What you'll learn to do: explain how the development and maintenance of customer relationships are an essential part of an organization's marketing strategy
If you are getting the impression that an organization's planning around marketing strategy, tactics, and objectives is very complex, you are perceptive. There are a lot of variables for companies to consider, align, and track, and occasionally an important part of the planning process gets overlooked: the customer. In this last section, we'll return to the customer and explain why customer relationships are such a crucial part of the marketing strategy and plan.
Let's pause for a moment and put the customer into our discussion of market growth opportunities. We discussed the market for high-end skin-care products for older Americans. Imagine the woman who might buy a Proctor & Gamble antiwrinkle cream. She is standing in front of a shelf of products and chooses Proctor & Gamble's cream. Who is she? Why is she there? What is her story? Our customer is hoping to stop the aging process and it is a personal, vulnerable moment. She doesn't care about the SWOT analysis or the size of the market. She wants to find a product that "understands" what she needs and helps her.
In this section you'll see how marketers address such issues and keep the customer at the center of the planning process in a very personal way.
The specific things you’ll learn in this section include:
Describe how businesses use buyer personas to better understand the target customer
Define customer relationship management
A situation analysis can reveal whether a company's relationship with customers is a strength to be exploited or a weakness that needs to be addressed. In many cases it's a bit of both. For instance, a company might have loyal customers in one demographic but fail to hold the attention of customers in another demographic.
The question, then, is how do companies evaluate the quality of their customer relationships, and what approaches do they use to develop and maintain strong customer relationships? We will explore the answers to these questions in greater depth throughout this course. For now, we'll touch on an approach that companies use to incorporate their customers in strategic planning and some of the tools they use to connect with them.
The basis for a strong relationship is getting to know and understand someone well enough to form a connection. The same is true for company relationships with customers. The trouble is that companies rarely have a chance to personally connect with individual customers—much less with all of their target customers.
Marketers use something called "buyer personas" to get a more accurate picture of the customers they're trying to connect with and also to help them think of customers as real people. Buyer personas are fictional, generalized representations of a company's ideal, or typical, customer. They help the marketer understand current and potential customers better.

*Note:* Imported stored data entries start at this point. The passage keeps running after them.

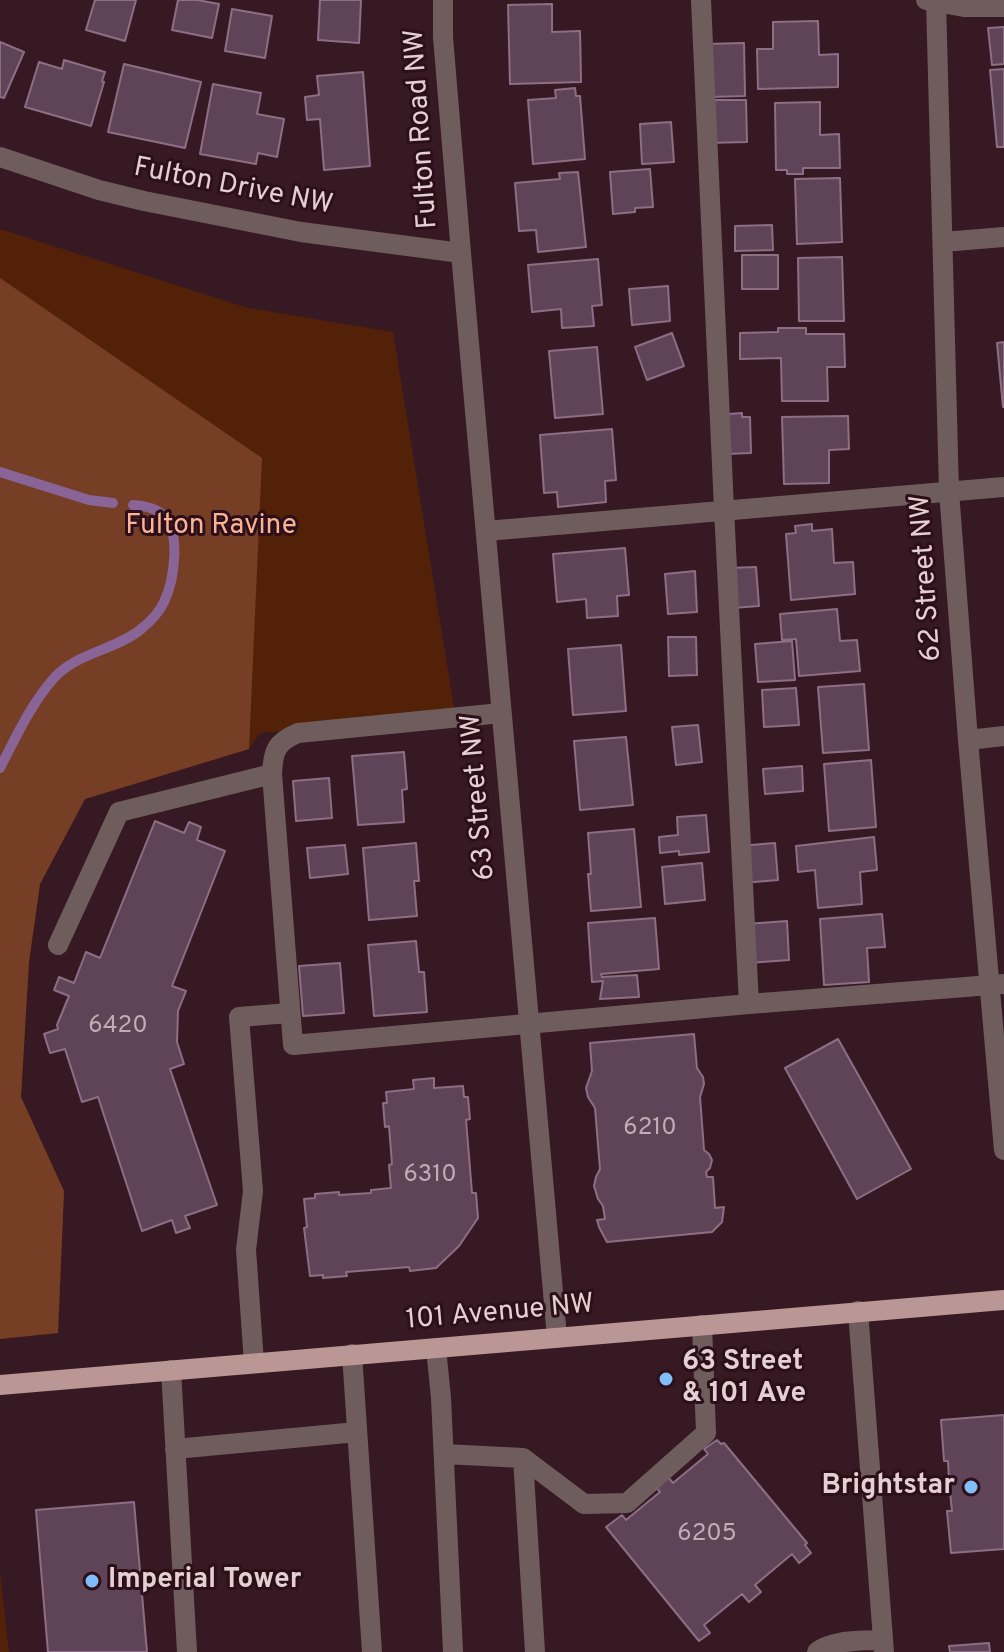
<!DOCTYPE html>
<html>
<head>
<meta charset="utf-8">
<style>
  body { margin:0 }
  canvas { display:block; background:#371923 }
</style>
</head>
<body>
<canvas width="1004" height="1652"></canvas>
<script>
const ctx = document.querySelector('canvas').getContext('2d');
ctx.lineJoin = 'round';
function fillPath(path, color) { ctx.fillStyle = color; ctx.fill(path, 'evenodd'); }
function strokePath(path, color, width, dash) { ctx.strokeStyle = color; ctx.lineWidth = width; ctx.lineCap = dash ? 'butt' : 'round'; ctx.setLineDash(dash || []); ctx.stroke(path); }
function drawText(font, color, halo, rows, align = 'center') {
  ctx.font = font + ' Overpass,sans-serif'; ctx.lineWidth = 6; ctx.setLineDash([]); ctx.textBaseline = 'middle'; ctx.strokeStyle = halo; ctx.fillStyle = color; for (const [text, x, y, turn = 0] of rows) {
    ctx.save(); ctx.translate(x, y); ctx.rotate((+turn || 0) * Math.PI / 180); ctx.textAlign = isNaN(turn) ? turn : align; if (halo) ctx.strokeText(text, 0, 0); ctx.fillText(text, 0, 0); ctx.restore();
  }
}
fillPath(new Path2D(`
  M0,229L248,308L393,332L455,714L260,733L249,749L85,799L40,884L29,962L21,1097L64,1191L58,1333L0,1339Z
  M0,1573L9,1652H0Z`), '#532108');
fillPath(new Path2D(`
  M0,278L262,458L249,749L85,799L40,884L29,962L21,1097L64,1191L58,1333L0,1339Z`), '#763e24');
strokePath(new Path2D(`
  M0,472L89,500L113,503
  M0,768C16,737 31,704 54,678C76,653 115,650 140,630C150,622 159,613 164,602C174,581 182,531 162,514C153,507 143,506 133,505`), '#886497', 10);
const building = new Path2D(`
  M95,0H136L125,41L86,30Z
  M178,0H197L219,4L212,38L172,30Z
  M320,0H361L359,43L318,40Z
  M552,4V32L580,31L581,82L510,84L508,5Z
  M232,9L272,16L265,58L225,51Z
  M818,21L819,55L838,54V87L758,89L757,49H773V22Z
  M1004,27V64L992,65L988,28Z
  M0,42L24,52L4,98L0,97Z
  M744,43L745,96L707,97L706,44Z
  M64,60L105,72L102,81L104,82L91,126L25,107L39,62L62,69Z
  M124,64L201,82L185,148L108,132Z
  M1004,69V147H997L990,70Z
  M363,72L370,166L324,170L320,119L307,120L305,97L319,95L317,76Z
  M213,84L261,93L257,114L284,119L277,157L258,153L256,164L200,154Z
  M575,88L576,96H580L585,159L533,164L528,100L556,98L555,90Z
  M705,100H746L747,142L706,143Z
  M820,102V135L839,134L840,168H803V174H787V170H776L775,103Z
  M671,122L674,162L642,164L640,124Z
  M650,169L653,207L635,208V212L613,214L610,172Z
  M578,172L586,247L538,252L536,230L519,231L515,183L560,179L559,173Z
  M840,178L842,242L797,244L795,179Z
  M772,225L773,250L735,251V226Z
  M742,255H778V289H742Z
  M842,257L844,321H799L798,258Z
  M598,259L602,305L592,306L594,326L562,328L561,309L532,312L528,265Z
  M668,286L670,321L632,325L629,289Z
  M778,328H806V334H844L845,367H827L828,401H782L781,358L740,359V333L778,332Z
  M672,333L684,366L647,380L635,347Z
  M1004,342V407H1003L997,343Z
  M597,347L603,414L555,418L549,351Z
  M742,413V417H750L751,453L726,454L729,414Z
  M848,416L849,449L829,450V483L784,484L782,417Z
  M612,429L616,480L605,481L606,502L558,507L557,492L544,493L540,435Z
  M812,524V531L832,529L834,563L853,562L855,594L791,600L786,534L796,533L795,526Z
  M625,548L629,595L617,596L618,616L587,618L586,599L557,602L553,554Z
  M756,567L759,606L732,608L730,568Z
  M695,571L697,612L668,614L665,574Z
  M837,609L840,641L857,640L860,671L799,676L796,639L782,640L780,614Z
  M668,637H696L697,675L669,676Z
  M792,641L795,680L758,682L755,644Z
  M621,645L626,711L573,715L568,649Z
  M864,684L869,750L823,753L818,687Z
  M796,688L799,725L764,727L762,690Z
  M698,725L702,762L676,765L672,727Z
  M626,737L633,805L580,810L574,741Z
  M404,752L407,789L402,790L404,822L358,825L352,756Z
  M871,760L876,827L829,831L824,764Z
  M802,766L803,791L765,794L763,769Z
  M329,778L332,818L296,821L293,781Z
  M706,815L709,852L679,855V851L660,853L659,837L678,835L677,817Z
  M155,821L184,833L189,822L201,827L197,840L225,851L172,986L186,991L178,1011L177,1042L184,1064L170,1069L217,1205L185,1216L190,1228L176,1233L172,1220L142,1231L98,1097L82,1102L65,1049L50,1053L44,1034L58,1029L57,1025L69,996L54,990L59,977L74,983L86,952L100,958Z
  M634,829L641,907L591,911L588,874H591L588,833Z
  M874,837L877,870L860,872L862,904L818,908L815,870L798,872L796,846Z
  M416,843L419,881H414L417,916L369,920L363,848Z
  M775,843L778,880L742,883L739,846Z
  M345,845L348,874L310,878L307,848Z
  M702,863L705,900L665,904L662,867Z
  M882,914L885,947L867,948L869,982L824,985L820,919Z
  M655,918L659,969L601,974L602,977L637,975L639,997L600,999L603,981L592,982L588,923Z
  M787,921L789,960L748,963L746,924Z
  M416,941L419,972H424L427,1012L374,1016L368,945Z
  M340,963L344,1013L303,1016L299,966Z
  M694,1034L697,1068L703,1077L704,1084L700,1097L704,1150L709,1154L712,1160L710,1168L706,1172L707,1177H713L715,1208L724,1207L722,1222L712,1232L607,1242L599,1227L597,1220L605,1219L603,1206L598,1199L594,1186L596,1177L600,1169L595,1108L588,1097L586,1088L592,1071L590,1043Z
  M838,1039L911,1169L857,1199L785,1068Z
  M434,1078V1088L463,1086L464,1097H468L470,1119L466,1120L472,1193H476L478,1218L459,1246L436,1268L410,1271L409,1267L346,1272L347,1276L323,1278V1275L310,1276L304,1228L307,1227L304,1199L315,1198V1194L339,1192V1195L371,1193V1190L391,1188L389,1165L392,1164L389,1126L385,1127L383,1103H387L386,1092L414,1089L413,1080Z
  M1004,1415V1549L951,1553L947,1511H952L950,1492L938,1493L937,1481L949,1480L948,1461H944L941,1420Z
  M717,1440L721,1444L724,1443L807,1543L805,1545L811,1553L799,1563L792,1554L755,1585L761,1592L749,1602L742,1594L704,1625L710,1633L699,1641L606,1527L622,1515L626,1520L660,1492L655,1486L667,1476L673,1483L708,1454L704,1449Z
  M134,1502L147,1652H48L36,1510Z
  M989,1643L990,1652H950L949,1646Z`);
fillPath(building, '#5f4357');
strokePath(building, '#8d6e84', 2);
strokePath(new Path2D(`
  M443,0V37L461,253L557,1337
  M701,0L724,509L749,1004
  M926,0L964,7H1004
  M936,0L949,491L968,740L1004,1150
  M0,157L99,190L144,201L301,232L461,253
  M943,242L1004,237
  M486,531L1004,487
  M501,713L298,733C276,742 273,751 272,774L293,1045L749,1004L1004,984
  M968,740L1004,736
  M58,945L119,812L272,774
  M858,1311L884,1652
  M436,1348L441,1398L453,1652
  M352,1354L372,1652
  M254,1363L246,1250L253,1191L239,1017L289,1013
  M171,1370L187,1652
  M175,1449L357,1432
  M444,1454L523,1458L535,1652
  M523,1458L584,1504L627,1503L706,1433L702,1325
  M817,1652C832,1640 865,1640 883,1640`), '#6e5d5c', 20);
strokePath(new Path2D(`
  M0,1385L1004,1300`), '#ba9694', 20);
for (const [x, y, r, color] of [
  [666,1379,8,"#80bdfa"],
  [971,1487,8,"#80bdfa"],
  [92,1581,8,"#80bdfa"]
]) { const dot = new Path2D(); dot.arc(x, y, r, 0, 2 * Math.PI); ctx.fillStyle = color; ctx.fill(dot); strokePath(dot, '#2c0f19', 3); }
drawText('24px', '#c3acb6', null, [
  ["6420",118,1027],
  ["6210",650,1129],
  ["6310",430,1176],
  ["6205",707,1535]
]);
drawText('28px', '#e4cfd5', '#2c0f19', [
  ["Fulton Road NW",423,129,-94],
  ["Fulton Drive NW",233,188,11],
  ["62 Street NW",928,578,-94],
  ["63 Street NW",480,797,-95],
  ["101 Avenue NW",500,1314,-5]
]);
drawText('28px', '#fab394', '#2c0f19', [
  ["Fulton Ravine",211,527]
]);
drawText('bold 28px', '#e4cfd5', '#2c0f19', [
  ["63 Street",682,1363],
  ["& 101 Ave",682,1395],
  ["Brightstar",955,1487,"right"],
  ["Imperial Tower",108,1581]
], 'left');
</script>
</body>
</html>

As a marketer, knowing whom you're trying to reach and attract makes it easier to tailor your content, messages, product development, and services to the specific needs, behaviors, and concerns of different groups. For example, instead of sending the same email message to all potential customers, marketers will create a unique message for different buyer personas that aligns better with their personal interests and values.
Figure 1: Buyer Persona
Typically, a buyer persona will have a name and a story, as in Figure 1, above. The story will include information about how the persona spends her time and details about her interests, her concerns or fears, and her goals. Often, the write-up will explain what the persona wants from the company and its products to help marketers to use the information consistently. Each of these details helps the marketer focus on developing relationships with real people, and that results in a more personalized marketing plan.
The strongest buyer personas are based on market research—both the information that is broadly available and information the company gathers through surveys, interviews, and observations of customer behavior.
Harley Davidson Customer Relationships
Once a company understands its buyer personas, how can it match those to real people who will buy its products or services? Today, companies use significant amounts of data and complex technology systems to create the right match in what it offers to individuals and groups of buyers.
The American Marketing Association defines customer relationship management in the following way:
A discipline in marketing combining database and computer technology with customer service and marketing communications. Customer relationship management seeks to create more meaningful one-on-one communications with the customer by applying customer data (demographic, industry, buying history, etc.) to every communications vehicle. At the simplest level, this would include personalizing e-mail or other communications with customer names. At a more complex level, customer relationship management enables a company to produce a consistent, personalized marketing communication whether the customer sees an ad, visits a Web site, or calls customer service.
Customer relationship management brings data and technology together with the marketing mix to increase the personal connection with the customer. Let's look at an example. Harley Davidson has a famously strong brand. This video provides a glimpse into the relationship that customers have with the brand and shows how a new technology is assisting the company in expanding its connection with customers.
What are some elements of the Harley Davidson buyer persona?
How is technology being used for customer relationship management?
Buyer persona. Fictional, generalized representations of an ideal customer that help a marketer understand current and potential customers better.
Customer relationships management. A discipline in marketing combining database and computer technology with customer service and marketing communications. Customer relationship management seeks to create more meaningful one-on-one communications with the customer by applying customer data (demographic, industry, buying history, etc.) to every communications vehicle.